Sometimes it’s easy for me to read over a shocking statement about God and not let it hit me like it ought. Take, for example, Psalm 135:7 - “He it is who makes the clouds rise at the end of the earth, who makes lightnings for the rain and brings forth the wind from his storehouses.”

Now, the verse says that God makes lightnings for the rain. That’s easy enough to picture. Dark, rolling thunderheads crackling with veins of fire. But then I remember that lightning can cause terrific damage, even take a person’s life.

On August 21, 1776, a nighttime storm raged over the city of New York for three hours, accompanied by intense lightning. David McCullough relates the carnage:

“Houses burst into flame. Ten soldiers camped by the East River, below Fort Stirling, were killed in a single flash. In New York, a soldier hurrying through the streets was struck deaf, blind, and mute. In another part of town three officers were killed by a single thunderbolt. A later report described how the tips of their swords and coins in their pockets had been melted, their bodies turned as black as if roasted” (1776, pg. 156).

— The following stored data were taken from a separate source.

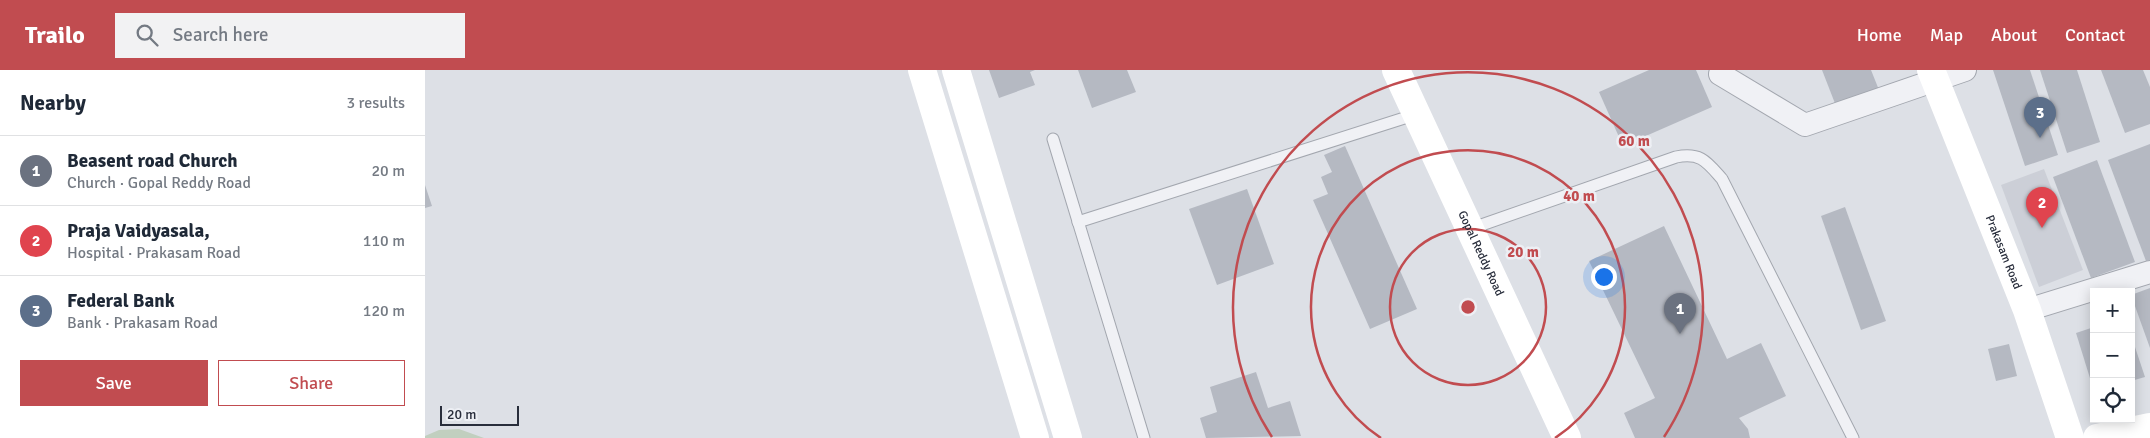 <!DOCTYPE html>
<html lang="en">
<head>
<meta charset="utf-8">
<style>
  :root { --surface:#fff; --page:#f2f2f3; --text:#1f2937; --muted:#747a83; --line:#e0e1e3; --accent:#c14c50 }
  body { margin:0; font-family:Signika,sans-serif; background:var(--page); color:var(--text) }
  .controls { position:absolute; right:15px; bottom:15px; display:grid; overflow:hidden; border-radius:0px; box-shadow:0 2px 12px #0003 }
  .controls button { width:45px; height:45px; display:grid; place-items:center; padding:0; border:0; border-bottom:1px solid var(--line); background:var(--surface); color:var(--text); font:25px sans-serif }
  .scale { position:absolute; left:15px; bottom:12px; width:79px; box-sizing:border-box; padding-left:5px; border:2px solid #282d3b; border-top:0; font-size:14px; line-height:18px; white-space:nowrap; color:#282d3b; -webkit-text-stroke:4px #edeff4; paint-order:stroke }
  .you { position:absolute; left:1178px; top:206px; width:18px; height:18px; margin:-12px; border:4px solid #fff; border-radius:50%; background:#1a73e8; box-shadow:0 0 0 8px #1a73e833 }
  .badge { display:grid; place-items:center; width:32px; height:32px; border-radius:50%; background:var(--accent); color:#fff; font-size:16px; font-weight:700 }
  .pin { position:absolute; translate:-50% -41px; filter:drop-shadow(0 1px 2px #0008) }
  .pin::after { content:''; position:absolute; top:26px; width:18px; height:15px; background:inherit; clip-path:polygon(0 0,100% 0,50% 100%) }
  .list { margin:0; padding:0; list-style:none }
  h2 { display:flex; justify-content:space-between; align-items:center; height:65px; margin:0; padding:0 20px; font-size:21px }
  h2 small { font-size:16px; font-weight:400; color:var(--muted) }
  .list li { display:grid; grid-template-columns:32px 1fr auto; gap:15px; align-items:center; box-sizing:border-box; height:70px; padding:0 20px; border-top:1px solid var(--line) }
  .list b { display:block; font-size:19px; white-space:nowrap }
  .list p { margin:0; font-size:16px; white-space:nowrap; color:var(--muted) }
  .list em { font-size:16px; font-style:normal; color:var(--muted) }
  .actions { display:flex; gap:10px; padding:15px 20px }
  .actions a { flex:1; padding:11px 0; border:1px solid var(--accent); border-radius:0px; text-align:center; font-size:18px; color:var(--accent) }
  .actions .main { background:var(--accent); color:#fff }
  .icon { flex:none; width:28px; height:28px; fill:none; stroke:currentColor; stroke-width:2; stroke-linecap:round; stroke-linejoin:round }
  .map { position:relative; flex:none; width:1725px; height:368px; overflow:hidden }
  header { display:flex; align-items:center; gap:30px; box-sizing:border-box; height:70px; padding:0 25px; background:var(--accent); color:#fff }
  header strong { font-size:24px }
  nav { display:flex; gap:28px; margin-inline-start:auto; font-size:18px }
  .search { width:350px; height:45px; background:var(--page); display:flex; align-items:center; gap:12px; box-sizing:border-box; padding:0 18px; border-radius:0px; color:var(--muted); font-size:19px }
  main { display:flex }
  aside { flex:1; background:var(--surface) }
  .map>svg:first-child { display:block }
  .built { fill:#cccfd7 }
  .green { fill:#c1cfbf }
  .building { fill:#b5b9c2 }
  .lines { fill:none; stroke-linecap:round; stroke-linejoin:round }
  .lane-casing { stroke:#a3a7af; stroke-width:13 }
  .street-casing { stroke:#a3a7af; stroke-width:24 }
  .lane { stroke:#f0f1f5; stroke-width:11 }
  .street { stroke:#f0f1f5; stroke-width:22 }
  .secondary { stroke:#fff; stroke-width:28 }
  .ring { fill:none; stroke:#c14c50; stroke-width:2.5 }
  .labels { text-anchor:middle; stroke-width:5; stroke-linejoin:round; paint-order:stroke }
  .street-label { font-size:12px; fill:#282d3b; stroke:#edeff4 }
  .centre { fill:#c14c50; stroke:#edeff4; stroke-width:2.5 }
  .ring-label { font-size:15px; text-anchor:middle; font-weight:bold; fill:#c14c50; stroke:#edeff4; stroke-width:5; stroke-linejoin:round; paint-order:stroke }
</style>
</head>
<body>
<header>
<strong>Trailo</strong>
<div class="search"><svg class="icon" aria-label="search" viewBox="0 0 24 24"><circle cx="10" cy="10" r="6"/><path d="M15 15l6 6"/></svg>Search here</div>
<nav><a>Home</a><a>Map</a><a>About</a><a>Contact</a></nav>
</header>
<main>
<aside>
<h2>Nearby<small>3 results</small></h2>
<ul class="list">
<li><span class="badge" style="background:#6b7280">1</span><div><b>Beasent road Church</b><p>Church · Gopal Reddy Road</p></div><em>20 m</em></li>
<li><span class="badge" style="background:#e0444e">2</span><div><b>Praja Vaidyasala,</b><p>Hospital · Prakasam Road</p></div><em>110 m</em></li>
<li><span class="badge" style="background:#5c6f8a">3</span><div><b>Federal Bank</b><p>Bank · Prakasam Road</p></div><em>120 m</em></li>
</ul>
<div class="actions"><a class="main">Save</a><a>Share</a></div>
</aside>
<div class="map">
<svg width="1725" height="368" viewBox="0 0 1725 368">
  <rect width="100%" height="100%" fill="#dde0e6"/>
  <polygon class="built" points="1619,99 1658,200 1614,217 1576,115"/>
  <polygon class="green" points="34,359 59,368 0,368 0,366 14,360"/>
  <g class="building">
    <polygon points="564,0 610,0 605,2 610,15 574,28"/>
    <polygon points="653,0 702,0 711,22 667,38"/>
    <polygon points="1224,0 1271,0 1287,37 1198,76 1174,22"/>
    <polygon points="1397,0 1446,0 1454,20 1411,36"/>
    <polygon points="1568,0 1605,0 1633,85 1600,96"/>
    <polygon points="1615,0 1652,0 1675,72 1642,83"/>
    <polygon points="1676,0 1718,0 1725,17 1725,54 1700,63"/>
    <polygon points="1725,74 1725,190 1721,191 1683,90"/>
    <polygon points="920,76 992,239 945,259 888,130 903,124 896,107 907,102 899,85"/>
    <polygon points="1672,90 1710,192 1666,208 1628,107"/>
    <polygon points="0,115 7,136 0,138"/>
    <polygon points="822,119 849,194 792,215 764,139"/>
    <polygon points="1420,137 1461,251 1436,260 1396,146"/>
    <polygon points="1239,156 1302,289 1336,273 1361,326 1314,348 1323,359 1325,368 1210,368 1199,343 1230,328 1164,191"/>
    <polygon points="1725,218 1725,278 1706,225"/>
    <polygon points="1669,257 1669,318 1668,318 1651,263"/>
    <polygon points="1706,265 1720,307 1706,311"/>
    <polygon points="1584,274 1592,306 1571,311 1563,279"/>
    <polygon points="831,302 843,338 865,331 876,366 781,368 775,348 792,342 785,317"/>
  </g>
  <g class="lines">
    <g class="lane-casing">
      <g id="lane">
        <polyline points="628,69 719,368"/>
        <polyline points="653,152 992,44"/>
        <path d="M1045,159l206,-72c25,-5 31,5 46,22l131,259"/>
      </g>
    </g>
    <g class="street-casing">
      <g id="street">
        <polyline points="1295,4 1380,55 1540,0"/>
        <polyline points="1602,240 1725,202"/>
      </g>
    </g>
    <use href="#lane" class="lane"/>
    <use href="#street" class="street"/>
    <g class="secondary">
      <polyline points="497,0 610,368"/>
      <polyline points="531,0 643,368"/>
      <path id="s1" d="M971,0l171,368"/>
      <path id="s2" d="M1506,0l96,240 43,128"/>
      <polyline points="1672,368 1725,357"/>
    </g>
  </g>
  <g class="ring">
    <circle cx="1043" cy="237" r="78"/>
    <path d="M956 368A157 157 0 1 1 1130 368"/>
    <path d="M847 367A235 235 0 1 1 1239 367"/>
  </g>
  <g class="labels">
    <g class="street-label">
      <text dy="4" stroke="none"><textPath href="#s2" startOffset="196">Prakasam Road</textPath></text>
      <text dy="4" stroke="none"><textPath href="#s1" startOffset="202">Gopal Reddy Road</textPath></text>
    </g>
  </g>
  <circle cx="1043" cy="237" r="8" class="centre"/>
  <g class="ring-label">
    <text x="1209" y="76">60 m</text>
    <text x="1154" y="131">40 m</text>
    <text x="1098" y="187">20 m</text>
  </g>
</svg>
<div class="controls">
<button>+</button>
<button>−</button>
<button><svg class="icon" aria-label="locate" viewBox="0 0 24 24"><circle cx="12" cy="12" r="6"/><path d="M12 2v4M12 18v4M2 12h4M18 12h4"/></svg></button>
</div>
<div class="scale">20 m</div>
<div class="you"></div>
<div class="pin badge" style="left:1255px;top:264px;background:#6b7280">1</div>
<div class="pin badge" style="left:1617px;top:158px;background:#e0444e">2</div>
<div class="pin badge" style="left:1615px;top:68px;background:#5c6f8a">3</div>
</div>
</main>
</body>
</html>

This means that if God makes lightnings for the rain, then he is also behind the life-taking effects of those bolts. “See now that I, even I, am he, and there is no god beside me; I kill and I make alive; I wound and I heal; and there is none that can deliver out of my hand” (Deuteronomy 32:39).

God roasts people. May that cause us to tremble. And then, may it drive us to ponder the sizzling rage Jesus endured in our place on the cross.